In an era where artificial intelligence (AI) plays an increasingly vital role in various industries, understanding and managing AI risks is paramount. Generative AI, in particular, introduces unique challenges and opportunities that necessitate thorough risk management practices.
This blog post aims to demystify AI risk, demonstrate how to use the OWASP LLM Applications Cybersecurity and Governance Checklist, and invite the risk community to share their insights on determining the materiality of AI risks.
The FAIR Institute AI Workgroup is:
Jacqueline Lebo, Risk Advisory Manager (Safe Security)
Arun Pamulapati, Sr. Staff Security Field Engineer (Databricks)
Brandon Sloane, Security Risk Management Lead
AI Risk at the 2024 FAIR Conference
Arun and Jacqueline will lead a workshop “Mastering AI Governance and Risk Management” at the 2024 FAIR Conference, 1-5 PM, Monday, September 30, in Washington, DC. FAIRCON24 will feature many other discussion sessions on AI-related risk. Register now for the FAIR Conference.
AI risk encompasses potential threats and vulnerabilities that arise from the development, deployment, and operation of AI systems. These risk themes can range from data privacy concerns and model bias to operational failures and adversarial attacks.
The unique nature of AI, especially generative models, amplifies these risk themes due to their ability to create new content, learn from vast datasets, and adapt over time. Whereas, if you look at how these different themes intertwine, you will start to be able to understand how likely a data privacy event is based on applicable threats, vulnerabilities and how losses materialize based on the business case.
The OWASP LLM AI Cybersecurity & Governance Checklist is a comprehensive tool designed to help organizations identify and mitigate AI risk. The checklist covers a wide array of considerations, including data management, model security, ethical implications, and compliance requirements.
Several key areas from the checklist:
Diving Deeper into the Checklist
The checklist is divided into thirteen focus areas for risk analysis. Here are the most critical points from each area that your risk and security team should consider:
Adversarial Risk
Threat Modeling
AI Asset Inventory
AI Security and Privacy Training
Establish Business Cases
Governance
Legal and Regulatory
Using or Implementing Large Language Model (LLM) Solutions
Testing, Evaluation, Verification, and Validation (TEVV)
Model Cards and Risk Cards
RAG: Large Language Model Optimization
AI Red Teaming
Principally, you can use the “Contextualize” steps in the Playbook to define your key risk scenarios and clarify the quantitative, frequency-and-magnitude inputs, then move on to prioritize and treat, leveraging the more granular parameters of the OWASP Checklist.
Download the FAIR-AIR Approach Playbook.
To quickly determine which AI risks to quantify, follow these steps:
>>Historical data: Analyze past incidents, breaches, or near-misses to understand the potential impact of specific risks.
>>Industry benchmarks: Compare your organization's risk profile to industry benchmarks to identify areas of concern.
>>Expert assessments: Consult with experts to obtain qualitative insights into the potential consequences of certain risks.

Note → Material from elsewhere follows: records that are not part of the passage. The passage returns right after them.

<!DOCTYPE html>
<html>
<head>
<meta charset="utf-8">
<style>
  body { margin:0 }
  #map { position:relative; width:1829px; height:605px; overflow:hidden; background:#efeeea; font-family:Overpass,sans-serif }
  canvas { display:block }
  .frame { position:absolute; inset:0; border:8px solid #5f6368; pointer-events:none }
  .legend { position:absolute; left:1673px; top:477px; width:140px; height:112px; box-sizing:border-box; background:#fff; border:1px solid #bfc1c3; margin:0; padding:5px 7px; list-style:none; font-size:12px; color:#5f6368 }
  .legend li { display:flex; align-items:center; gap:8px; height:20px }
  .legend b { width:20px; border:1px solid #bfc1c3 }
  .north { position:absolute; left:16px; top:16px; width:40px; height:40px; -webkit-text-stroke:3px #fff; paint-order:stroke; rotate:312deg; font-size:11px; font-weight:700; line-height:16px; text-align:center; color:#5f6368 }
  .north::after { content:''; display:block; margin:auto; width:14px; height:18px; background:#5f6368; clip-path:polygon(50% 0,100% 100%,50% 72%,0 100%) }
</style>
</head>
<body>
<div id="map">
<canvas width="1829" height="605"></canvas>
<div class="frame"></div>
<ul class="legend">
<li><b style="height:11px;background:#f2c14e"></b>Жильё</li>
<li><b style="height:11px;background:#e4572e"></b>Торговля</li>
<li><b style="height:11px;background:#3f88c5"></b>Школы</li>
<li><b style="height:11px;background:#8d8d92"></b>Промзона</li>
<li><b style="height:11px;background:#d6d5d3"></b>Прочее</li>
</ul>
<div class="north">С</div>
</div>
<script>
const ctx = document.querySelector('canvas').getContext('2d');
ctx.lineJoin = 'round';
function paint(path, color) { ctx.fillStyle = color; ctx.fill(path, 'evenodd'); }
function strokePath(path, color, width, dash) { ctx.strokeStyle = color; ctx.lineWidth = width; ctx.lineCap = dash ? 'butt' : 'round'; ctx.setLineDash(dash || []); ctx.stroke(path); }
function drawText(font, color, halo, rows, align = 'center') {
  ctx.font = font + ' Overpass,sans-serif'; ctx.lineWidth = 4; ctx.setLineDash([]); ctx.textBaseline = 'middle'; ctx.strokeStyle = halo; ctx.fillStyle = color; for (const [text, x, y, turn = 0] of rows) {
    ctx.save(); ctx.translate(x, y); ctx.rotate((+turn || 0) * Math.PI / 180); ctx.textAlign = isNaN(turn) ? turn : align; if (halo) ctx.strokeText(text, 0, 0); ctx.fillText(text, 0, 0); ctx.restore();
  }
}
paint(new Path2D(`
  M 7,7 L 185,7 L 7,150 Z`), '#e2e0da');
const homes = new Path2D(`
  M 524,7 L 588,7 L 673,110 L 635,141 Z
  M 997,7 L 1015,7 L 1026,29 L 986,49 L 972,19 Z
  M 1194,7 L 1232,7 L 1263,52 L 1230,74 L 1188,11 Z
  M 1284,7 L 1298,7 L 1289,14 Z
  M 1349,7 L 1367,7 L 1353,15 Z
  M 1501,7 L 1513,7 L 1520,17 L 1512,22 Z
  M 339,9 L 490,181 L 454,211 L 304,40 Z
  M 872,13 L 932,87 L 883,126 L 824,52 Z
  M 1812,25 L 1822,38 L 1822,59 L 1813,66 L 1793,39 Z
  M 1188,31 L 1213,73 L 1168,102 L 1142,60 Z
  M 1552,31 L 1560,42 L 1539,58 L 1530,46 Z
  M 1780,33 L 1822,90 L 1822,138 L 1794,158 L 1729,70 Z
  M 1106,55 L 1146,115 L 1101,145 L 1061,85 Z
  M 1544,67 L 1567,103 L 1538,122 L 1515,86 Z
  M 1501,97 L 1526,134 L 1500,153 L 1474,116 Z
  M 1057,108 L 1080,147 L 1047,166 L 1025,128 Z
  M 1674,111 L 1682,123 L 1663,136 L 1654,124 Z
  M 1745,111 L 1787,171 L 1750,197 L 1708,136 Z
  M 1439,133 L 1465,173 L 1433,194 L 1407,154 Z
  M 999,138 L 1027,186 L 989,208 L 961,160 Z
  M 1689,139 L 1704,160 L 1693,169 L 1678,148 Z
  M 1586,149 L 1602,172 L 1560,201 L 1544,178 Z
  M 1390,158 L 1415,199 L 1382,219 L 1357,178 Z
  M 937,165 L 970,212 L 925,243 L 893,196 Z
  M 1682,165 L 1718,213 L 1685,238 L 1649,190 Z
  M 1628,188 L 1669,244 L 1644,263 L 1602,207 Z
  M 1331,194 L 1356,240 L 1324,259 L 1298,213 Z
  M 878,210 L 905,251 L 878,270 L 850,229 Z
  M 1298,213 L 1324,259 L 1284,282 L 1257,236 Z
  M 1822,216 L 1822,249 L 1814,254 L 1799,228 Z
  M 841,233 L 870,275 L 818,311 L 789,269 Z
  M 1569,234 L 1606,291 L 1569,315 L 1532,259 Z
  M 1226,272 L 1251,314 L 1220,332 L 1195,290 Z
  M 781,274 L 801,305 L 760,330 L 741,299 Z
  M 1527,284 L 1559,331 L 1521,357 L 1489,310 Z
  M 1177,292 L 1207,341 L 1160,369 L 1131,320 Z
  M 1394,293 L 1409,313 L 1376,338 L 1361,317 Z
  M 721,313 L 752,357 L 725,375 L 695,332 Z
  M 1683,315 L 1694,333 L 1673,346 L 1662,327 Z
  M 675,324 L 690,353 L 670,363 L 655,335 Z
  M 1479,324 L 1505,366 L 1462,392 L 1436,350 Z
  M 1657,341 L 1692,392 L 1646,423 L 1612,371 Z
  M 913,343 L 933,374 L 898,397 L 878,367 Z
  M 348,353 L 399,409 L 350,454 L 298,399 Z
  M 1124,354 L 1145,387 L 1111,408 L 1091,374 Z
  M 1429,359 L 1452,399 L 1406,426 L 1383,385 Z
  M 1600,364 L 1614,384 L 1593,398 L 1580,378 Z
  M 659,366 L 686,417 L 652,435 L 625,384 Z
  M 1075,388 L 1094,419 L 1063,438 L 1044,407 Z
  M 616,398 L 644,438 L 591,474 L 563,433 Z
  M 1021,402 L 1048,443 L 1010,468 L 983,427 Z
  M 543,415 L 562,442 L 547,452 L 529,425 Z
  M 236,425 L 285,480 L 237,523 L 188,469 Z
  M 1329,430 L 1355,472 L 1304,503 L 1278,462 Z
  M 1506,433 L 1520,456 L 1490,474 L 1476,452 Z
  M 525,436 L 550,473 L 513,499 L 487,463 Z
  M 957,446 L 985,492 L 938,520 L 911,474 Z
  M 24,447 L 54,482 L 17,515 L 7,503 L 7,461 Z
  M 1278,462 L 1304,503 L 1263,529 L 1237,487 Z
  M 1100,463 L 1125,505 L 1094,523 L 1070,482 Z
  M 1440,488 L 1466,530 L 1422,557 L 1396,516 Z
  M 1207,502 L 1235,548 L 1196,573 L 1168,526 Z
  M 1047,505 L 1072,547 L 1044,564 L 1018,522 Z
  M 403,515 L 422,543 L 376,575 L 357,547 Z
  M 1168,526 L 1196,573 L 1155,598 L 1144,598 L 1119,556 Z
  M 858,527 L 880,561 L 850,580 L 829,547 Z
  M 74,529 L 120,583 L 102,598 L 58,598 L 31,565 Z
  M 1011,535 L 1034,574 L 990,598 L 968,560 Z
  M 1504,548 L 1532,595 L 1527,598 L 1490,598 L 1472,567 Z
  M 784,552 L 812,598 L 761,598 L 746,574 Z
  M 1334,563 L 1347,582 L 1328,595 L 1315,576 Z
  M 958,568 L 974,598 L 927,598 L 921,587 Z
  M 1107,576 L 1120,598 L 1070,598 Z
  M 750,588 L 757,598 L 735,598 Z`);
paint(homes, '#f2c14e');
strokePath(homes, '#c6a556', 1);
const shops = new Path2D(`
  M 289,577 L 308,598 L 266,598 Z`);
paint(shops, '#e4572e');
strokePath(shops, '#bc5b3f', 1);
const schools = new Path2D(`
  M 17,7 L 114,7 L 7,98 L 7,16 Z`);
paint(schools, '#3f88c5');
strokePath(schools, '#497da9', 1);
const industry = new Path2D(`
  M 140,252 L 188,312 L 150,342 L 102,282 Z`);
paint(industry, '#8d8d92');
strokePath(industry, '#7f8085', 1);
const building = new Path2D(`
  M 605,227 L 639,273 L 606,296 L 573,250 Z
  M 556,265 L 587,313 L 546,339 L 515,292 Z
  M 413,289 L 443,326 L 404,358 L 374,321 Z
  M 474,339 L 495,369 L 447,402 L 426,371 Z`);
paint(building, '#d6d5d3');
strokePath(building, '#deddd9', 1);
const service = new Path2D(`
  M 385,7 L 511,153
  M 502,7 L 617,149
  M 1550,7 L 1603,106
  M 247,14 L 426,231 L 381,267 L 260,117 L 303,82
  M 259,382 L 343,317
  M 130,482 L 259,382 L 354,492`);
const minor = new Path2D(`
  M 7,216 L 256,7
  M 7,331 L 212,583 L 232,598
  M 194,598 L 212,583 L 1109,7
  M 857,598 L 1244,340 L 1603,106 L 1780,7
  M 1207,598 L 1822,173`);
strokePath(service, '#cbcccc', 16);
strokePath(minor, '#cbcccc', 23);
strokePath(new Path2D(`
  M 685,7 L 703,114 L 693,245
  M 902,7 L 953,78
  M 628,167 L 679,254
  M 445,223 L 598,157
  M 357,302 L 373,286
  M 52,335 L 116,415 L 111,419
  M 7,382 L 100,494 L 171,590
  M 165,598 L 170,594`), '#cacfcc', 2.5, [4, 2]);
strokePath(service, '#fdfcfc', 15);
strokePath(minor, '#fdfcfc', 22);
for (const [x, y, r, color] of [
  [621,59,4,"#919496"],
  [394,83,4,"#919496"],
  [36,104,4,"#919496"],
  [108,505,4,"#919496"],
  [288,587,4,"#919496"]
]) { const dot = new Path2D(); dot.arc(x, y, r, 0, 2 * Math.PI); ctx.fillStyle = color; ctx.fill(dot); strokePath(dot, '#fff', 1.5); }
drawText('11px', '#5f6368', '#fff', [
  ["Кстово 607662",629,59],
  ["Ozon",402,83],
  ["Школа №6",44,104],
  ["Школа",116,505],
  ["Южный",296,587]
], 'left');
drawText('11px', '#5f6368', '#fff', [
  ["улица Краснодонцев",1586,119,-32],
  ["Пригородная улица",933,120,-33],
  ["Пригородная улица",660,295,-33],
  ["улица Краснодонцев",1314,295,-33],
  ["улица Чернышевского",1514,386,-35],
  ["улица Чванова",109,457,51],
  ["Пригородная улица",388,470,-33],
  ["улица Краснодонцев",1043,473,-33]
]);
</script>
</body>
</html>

>>Quantitative metrics: Use metrics like mean time to repair (MTTR), mean time between failures (MTBF),and financial loss estimates to quantify risks.

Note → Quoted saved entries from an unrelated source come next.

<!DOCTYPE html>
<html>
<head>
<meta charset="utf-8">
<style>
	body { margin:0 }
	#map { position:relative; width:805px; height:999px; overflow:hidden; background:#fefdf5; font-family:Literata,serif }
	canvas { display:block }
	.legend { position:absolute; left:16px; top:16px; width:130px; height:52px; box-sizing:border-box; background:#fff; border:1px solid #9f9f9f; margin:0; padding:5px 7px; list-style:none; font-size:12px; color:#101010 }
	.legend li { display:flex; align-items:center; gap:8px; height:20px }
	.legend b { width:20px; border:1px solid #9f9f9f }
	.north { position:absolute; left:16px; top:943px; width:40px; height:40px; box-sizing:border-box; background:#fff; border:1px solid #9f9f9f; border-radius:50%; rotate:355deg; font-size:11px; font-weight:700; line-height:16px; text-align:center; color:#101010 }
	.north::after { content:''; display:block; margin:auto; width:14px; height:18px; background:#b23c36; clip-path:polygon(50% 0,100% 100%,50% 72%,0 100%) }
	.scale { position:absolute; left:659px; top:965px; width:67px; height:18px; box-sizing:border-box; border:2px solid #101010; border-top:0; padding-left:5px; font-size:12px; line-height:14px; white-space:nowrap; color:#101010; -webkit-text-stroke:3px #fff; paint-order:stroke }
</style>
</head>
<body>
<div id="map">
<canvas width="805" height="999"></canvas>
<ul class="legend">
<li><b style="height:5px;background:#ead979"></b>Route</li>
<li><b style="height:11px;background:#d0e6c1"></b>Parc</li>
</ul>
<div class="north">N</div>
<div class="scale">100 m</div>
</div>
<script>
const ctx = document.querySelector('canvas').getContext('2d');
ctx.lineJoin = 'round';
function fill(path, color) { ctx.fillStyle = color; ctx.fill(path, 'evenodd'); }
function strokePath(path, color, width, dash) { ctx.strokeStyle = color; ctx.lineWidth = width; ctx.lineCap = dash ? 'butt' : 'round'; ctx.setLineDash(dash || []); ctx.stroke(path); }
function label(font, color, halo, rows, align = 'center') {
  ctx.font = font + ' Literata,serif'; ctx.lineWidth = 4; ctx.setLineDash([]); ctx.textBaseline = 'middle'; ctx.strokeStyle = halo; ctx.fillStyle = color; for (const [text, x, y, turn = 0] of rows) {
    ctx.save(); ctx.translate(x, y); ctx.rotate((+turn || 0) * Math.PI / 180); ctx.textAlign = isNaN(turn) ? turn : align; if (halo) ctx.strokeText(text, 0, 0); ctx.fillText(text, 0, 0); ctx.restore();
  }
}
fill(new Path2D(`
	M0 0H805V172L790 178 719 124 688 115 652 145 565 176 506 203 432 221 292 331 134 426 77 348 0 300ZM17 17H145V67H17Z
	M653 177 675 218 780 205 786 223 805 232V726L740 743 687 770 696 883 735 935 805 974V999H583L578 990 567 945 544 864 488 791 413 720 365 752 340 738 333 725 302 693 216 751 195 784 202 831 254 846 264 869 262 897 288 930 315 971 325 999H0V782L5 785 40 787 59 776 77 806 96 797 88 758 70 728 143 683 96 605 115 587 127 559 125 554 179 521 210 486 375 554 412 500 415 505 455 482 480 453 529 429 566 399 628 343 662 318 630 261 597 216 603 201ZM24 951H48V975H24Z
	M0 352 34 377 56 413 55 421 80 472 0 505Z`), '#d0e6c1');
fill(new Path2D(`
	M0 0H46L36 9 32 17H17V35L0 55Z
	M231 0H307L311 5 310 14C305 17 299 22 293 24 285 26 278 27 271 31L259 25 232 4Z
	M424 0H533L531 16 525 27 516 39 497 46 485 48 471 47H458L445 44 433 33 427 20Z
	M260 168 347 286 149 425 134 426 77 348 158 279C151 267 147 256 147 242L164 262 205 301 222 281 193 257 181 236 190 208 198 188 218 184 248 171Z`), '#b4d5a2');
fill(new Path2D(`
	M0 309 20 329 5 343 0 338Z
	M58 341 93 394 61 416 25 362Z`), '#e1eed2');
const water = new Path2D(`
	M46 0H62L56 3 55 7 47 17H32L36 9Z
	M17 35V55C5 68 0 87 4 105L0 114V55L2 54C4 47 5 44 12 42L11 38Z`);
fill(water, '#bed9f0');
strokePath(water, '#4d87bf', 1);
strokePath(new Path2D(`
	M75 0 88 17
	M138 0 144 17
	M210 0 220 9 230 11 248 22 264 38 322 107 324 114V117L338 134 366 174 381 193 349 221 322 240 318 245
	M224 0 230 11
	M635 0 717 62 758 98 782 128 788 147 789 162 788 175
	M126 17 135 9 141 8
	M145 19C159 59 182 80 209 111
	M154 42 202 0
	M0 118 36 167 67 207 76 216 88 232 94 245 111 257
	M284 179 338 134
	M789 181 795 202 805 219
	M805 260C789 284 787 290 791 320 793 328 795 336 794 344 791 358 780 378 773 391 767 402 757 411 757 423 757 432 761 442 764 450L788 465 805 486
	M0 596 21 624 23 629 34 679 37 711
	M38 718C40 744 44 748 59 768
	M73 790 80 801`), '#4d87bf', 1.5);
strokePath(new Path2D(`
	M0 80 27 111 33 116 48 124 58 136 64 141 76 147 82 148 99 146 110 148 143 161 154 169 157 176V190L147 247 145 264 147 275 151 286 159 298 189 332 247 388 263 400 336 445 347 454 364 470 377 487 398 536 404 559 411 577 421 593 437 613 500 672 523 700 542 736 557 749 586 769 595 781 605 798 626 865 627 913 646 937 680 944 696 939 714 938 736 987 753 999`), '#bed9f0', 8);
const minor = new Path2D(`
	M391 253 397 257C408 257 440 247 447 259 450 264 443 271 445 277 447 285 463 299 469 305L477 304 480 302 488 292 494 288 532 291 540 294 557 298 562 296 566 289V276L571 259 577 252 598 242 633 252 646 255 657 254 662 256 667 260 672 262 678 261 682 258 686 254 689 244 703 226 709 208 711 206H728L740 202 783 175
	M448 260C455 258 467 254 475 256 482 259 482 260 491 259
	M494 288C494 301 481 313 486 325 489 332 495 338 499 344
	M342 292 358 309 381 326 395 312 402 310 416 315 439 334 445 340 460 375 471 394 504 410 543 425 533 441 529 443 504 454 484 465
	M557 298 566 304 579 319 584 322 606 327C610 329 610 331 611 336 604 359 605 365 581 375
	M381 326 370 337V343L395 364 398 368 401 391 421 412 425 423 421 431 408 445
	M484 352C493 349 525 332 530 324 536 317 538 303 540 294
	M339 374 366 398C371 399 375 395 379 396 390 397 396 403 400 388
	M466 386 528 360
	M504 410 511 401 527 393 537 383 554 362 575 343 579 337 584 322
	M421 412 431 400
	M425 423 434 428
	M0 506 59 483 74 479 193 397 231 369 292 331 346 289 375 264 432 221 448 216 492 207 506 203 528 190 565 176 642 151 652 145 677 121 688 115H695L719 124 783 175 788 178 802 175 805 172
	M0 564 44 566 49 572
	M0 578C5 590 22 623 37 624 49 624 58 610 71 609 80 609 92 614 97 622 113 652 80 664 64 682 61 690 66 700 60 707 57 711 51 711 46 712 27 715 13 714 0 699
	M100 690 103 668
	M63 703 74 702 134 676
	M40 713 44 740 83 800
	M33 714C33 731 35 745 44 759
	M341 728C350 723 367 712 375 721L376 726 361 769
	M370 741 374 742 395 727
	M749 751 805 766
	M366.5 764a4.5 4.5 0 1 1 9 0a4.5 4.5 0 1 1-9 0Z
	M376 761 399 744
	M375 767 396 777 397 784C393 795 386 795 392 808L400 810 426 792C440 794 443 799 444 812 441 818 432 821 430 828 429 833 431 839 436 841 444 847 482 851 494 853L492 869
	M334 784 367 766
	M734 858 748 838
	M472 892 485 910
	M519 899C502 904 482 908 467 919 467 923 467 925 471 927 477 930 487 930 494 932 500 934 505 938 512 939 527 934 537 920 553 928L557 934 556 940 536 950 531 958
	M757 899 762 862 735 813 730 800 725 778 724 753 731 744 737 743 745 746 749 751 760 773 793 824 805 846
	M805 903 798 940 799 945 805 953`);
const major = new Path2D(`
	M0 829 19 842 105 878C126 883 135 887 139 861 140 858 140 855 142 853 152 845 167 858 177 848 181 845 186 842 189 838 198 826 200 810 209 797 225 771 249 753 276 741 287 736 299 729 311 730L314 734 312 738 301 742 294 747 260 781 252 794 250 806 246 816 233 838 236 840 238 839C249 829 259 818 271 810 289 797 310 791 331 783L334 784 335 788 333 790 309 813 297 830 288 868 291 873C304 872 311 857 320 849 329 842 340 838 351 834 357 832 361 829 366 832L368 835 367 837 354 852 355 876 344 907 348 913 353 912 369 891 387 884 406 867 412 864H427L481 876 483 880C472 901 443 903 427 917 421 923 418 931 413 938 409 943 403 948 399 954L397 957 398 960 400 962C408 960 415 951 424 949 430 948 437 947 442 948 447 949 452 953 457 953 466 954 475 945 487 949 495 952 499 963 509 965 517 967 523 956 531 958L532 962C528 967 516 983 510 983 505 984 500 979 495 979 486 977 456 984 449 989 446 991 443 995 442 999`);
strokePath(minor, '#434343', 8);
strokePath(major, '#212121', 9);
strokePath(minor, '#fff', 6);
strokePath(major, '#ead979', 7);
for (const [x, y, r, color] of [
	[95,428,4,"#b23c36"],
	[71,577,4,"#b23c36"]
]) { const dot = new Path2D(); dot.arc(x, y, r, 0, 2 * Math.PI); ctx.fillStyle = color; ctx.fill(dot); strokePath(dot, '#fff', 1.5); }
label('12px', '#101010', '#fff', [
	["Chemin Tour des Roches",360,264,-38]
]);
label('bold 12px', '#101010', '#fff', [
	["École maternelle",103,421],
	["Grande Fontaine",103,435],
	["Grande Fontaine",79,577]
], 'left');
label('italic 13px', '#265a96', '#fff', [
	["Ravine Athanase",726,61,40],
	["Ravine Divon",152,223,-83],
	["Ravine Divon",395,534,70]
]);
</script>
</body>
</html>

By following these steps, you can effectively use the OWASP AI Security and Governance Checklist to identify and quantify key AI risks, enabling you to make informed decisions about resource allocation and risk mitigation strategies.
Determining the materiality of AI risks is a nuanced process that benefits from diverse perspectives. We invite the risk community to share their methodologies and criteria for assessing the materiality of AI risks. How do you determine which risks are significant enough to quantify? What frameworks or tools do you use to guide your assessments? Your insights will contribute to a broader understanding of AI risk management and help organizations navigate this complex landscape more effectively.
Join the conversation and share your thoughts on AI risk materiality in the comments below or by completing the linked survey. The AI Workgroup will publish all research findings for public consumption after the close of the survey, August 30, 2024.
As AI continues to evolve, so too must our approaches to risk management. By leveraging tools like the OWASP AI Security and Governance Checklist and engaging with the risk community, we can develop more robust strategies to quantify and mitigate AI risks. Together, we can ensure that the transformative potential of AI is realized safely and ethically.